It is an inner desire to possess or achieve something unachievable

A pauper’s aspiration for a Rolls Royce is not a demand,” used to be my husband’s favorite quote from his Economics text book. Forget about the commercial link between aspiration and demand, what is aspiration? It is an inner desire to possess or achieve something seemingly unachievable.

This aspiration remains secret in one’s younger years but gets transformed to an obsession in later years which prods one to action towards achieving it.

But in most cases, due to awareness of the more realistic scenario, the aspiration remains nothing but that in a more adult and practical –thinking age.

It is amusing and sometimes touching to see how efforts are made in innocent childhood towards a semblance of achievement of this aspiration. It is not unusual to see youngsters imitating their parents in the work they do.

 Thus you get to see mini maids, mini doctors, mini engineers, mini carpenters etc. My son when he was young had accompanied his officer father to his office. On coming home he declared,” I want to become an Air Force officer like my dad when I grow up because all I have to do is sign papers.”

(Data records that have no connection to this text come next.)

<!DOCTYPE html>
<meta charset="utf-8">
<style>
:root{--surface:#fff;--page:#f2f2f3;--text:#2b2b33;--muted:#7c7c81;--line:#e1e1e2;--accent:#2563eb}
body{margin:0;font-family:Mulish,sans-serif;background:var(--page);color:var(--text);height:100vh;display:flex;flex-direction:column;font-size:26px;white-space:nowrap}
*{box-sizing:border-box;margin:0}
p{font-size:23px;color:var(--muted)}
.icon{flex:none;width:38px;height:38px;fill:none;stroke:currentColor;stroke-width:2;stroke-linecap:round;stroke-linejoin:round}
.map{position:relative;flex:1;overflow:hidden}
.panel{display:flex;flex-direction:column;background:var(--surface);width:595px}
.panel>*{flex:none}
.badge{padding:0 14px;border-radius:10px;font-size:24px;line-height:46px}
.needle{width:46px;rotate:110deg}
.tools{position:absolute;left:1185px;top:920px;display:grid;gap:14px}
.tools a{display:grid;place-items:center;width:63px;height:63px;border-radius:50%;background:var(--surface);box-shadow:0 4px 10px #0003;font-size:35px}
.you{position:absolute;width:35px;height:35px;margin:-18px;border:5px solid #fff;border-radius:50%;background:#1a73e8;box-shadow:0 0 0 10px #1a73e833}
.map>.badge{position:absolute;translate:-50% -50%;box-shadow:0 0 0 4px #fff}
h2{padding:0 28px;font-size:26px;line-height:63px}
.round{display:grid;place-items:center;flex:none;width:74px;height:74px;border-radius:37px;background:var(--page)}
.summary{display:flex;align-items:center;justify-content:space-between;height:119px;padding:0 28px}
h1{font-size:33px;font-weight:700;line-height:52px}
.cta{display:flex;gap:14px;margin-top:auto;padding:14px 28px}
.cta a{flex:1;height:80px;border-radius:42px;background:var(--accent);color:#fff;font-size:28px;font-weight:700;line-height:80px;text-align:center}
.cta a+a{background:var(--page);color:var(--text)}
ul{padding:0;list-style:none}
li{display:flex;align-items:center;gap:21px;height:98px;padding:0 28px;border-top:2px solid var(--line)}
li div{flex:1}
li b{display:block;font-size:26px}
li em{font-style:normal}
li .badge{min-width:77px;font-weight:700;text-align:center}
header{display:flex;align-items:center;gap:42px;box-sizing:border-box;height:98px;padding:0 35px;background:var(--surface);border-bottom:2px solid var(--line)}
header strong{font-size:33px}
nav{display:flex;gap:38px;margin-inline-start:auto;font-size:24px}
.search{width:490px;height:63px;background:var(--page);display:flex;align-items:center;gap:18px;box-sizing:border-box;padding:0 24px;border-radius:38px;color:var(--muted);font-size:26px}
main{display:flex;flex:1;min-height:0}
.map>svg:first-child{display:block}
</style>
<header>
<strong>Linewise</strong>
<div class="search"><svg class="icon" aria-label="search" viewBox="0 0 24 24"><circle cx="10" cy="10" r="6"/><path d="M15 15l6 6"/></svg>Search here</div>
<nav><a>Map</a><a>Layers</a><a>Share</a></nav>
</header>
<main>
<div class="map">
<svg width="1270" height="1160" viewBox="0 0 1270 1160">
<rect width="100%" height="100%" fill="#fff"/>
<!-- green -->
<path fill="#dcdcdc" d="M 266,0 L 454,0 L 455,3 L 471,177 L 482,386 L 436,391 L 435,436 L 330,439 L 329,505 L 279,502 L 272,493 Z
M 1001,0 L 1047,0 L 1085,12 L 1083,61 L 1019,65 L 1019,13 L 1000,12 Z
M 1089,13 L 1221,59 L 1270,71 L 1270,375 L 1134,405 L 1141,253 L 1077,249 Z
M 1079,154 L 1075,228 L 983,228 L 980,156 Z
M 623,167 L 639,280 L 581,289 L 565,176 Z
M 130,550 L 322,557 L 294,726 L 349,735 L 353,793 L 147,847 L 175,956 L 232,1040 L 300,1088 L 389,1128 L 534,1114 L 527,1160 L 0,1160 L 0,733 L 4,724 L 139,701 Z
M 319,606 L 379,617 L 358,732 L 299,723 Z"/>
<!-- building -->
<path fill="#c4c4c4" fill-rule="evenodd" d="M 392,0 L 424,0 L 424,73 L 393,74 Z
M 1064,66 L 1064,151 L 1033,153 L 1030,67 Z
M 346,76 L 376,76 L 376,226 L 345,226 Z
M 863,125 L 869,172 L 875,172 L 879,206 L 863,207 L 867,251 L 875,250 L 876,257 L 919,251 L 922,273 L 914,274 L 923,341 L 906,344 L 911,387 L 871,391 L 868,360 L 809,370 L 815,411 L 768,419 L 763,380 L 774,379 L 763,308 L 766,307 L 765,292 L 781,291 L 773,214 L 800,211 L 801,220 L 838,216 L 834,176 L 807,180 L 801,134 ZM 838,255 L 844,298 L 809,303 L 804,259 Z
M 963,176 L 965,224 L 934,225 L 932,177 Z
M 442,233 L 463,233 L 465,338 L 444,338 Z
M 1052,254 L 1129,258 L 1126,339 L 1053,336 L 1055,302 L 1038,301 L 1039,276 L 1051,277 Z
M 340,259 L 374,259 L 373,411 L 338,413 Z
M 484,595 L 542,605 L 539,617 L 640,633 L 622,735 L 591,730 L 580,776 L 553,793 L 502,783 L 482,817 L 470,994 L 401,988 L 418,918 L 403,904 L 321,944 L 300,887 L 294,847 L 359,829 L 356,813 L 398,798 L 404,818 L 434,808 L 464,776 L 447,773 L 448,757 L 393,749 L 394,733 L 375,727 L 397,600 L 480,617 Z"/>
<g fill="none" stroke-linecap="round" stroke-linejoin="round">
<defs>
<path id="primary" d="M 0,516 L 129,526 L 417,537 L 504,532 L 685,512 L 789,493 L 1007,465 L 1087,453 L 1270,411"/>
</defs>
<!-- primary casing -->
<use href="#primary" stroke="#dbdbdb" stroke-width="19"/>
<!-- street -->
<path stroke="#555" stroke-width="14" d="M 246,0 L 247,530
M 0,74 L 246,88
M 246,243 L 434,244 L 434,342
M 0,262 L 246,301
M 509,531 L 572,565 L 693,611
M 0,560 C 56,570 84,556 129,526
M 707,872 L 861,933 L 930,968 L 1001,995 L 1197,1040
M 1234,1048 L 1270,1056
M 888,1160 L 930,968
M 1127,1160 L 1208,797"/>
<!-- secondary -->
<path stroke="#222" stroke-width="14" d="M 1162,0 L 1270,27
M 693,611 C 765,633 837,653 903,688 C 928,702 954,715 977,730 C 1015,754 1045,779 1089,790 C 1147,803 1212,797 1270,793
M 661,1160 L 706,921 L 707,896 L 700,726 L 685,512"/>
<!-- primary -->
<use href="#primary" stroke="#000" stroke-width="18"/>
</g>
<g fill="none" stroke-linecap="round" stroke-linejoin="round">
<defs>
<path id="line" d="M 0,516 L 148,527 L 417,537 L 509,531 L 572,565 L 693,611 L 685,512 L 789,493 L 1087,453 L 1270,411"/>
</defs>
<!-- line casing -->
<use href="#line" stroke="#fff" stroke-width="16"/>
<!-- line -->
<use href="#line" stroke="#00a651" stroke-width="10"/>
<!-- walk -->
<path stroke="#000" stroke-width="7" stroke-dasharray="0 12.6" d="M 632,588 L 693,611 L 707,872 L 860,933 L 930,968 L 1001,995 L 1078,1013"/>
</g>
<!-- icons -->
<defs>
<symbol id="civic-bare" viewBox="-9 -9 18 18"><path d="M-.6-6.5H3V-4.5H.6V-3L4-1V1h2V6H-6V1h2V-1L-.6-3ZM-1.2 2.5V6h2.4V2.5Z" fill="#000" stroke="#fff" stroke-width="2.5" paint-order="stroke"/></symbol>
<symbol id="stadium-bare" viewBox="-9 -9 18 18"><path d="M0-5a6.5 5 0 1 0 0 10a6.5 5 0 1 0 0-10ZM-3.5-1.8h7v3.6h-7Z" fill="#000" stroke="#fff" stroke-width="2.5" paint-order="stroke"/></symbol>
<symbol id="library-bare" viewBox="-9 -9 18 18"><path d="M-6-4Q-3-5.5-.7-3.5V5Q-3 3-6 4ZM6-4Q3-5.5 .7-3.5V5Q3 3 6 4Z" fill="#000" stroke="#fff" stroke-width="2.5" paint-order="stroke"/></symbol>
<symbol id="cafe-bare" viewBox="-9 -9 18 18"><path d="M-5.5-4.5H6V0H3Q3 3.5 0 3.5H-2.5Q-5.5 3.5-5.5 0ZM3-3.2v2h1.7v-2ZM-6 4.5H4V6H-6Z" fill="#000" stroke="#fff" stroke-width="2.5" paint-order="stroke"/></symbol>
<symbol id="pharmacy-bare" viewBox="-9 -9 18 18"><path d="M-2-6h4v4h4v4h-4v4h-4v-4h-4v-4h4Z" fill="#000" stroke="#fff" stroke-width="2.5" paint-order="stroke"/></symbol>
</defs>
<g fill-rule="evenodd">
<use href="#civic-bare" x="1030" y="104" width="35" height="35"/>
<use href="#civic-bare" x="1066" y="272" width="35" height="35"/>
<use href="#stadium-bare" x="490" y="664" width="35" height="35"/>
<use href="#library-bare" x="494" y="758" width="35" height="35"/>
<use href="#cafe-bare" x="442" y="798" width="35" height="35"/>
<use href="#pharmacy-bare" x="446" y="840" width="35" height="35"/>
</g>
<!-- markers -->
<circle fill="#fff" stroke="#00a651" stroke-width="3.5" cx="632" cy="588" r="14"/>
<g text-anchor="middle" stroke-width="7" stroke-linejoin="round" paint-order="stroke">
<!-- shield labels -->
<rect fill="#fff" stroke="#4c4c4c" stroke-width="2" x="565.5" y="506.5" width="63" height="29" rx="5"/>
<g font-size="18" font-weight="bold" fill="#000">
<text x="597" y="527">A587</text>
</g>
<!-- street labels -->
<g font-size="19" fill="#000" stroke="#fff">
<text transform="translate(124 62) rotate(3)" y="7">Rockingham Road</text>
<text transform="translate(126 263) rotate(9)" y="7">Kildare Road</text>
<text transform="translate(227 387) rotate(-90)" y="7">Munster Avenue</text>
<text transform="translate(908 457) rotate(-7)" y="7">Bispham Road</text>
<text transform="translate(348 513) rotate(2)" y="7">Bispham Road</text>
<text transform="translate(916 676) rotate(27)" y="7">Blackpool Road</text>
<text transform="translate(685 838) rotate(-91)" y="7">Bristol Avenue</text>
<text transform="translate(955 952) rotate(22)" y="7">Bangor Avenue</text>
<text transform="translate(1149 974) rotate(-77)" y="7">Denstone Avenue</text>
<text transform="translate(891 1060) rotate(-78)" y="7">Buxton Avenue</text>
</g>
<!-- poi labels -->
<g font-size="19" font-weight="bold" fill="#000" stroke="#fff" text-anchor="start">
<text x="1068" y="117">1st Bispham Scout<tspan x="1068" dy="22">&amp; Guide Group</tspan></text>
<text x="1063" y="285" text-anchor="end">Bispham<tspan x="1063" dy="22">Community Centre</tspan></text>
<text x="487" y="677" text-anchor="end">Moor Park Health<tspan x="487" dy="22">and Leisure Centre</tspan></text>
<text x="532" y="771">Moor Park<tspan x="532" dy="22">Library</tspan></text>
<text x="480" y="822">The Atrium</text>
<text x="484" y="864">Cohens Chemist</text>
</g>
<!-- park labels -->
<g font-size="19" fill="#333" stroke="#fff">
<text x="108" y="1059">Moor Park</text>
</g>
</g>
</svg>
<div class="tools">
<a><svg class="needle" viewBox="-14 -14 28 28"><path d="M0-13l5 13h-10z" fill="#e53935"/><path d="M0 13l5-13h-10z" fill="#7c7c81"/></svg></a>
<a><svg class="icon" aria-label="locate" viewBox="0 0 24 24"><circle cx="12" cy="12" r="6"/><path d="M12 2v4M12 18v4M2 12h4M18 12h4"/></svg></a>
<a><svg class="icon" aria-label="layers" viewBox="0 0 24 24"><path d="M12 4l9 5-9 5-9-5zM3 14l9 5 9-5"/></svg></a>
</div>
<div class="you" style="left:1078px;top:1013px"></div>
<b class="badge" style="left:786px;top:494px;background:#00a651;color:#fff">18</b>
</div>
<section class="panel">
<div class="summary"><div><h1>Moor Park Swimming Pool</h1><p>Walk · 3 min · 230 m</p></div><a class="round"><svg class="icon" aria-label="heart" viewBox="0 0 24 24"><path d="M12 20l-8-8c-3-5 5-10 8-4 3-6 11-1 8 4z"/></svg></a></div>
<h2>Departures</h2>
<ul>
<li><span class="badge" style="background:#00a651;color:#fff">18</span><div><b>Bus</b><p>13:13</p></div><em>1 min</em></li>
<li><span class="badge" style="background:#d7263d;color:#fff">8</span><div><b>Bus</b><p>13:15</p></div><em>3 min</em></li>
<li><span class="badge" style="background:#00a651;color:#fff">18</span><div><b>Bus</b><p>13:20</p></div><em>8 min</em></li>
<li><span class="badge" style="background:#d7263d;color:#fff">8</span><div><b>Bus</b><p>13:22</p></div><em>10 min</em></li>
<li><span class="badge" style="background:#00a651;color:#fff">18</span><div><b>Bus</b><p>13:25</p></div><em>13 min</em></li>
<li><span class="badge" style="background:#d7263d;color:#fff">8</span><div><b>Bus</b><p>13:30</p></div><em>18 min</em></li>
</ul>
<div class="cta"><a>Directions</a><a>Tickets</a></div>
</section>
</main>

A nephew of mine, when little loved to have his friends waving their hands on both sides of the road in farewell while he rode away on a fictitious jeep for a fictitious ‘posting’ from the BRO (Border Roads Organisation) unit.

Closer home, the corporation worker who sweeps our road usually brings with her seven of her children with ages ranging from 3 to 12 years.

 While the 12 year old helps his mother constructively, the 3 year old insists on himself opening our gate and putting back the bin emptied earlier by his siblings and going out in all dignity after closing the gate by himself. I am sure for the present stage his biggest aspiration is to become a corporation sweeper.

My maid servant sometimes brings her granddaughter to work.  The latter insists on washing my vessels though forbidden by her grandmother who obviously has higher aspirations to see her darling as a shop assistant or typist and certainly not as a housemaid.

It is also true that children themselves observe the various opportunities and the new fields available to them which if they work hard, can be certainly better their socio-economic status .

Thus it is not unusual to see a watchman’s daughter becoming a doctor, an auto driver’s son becoming an engineer, cook’s children excelling as hoteliers and so on which is certainly a heartening thing to watch in our ‘Shining Bharath’.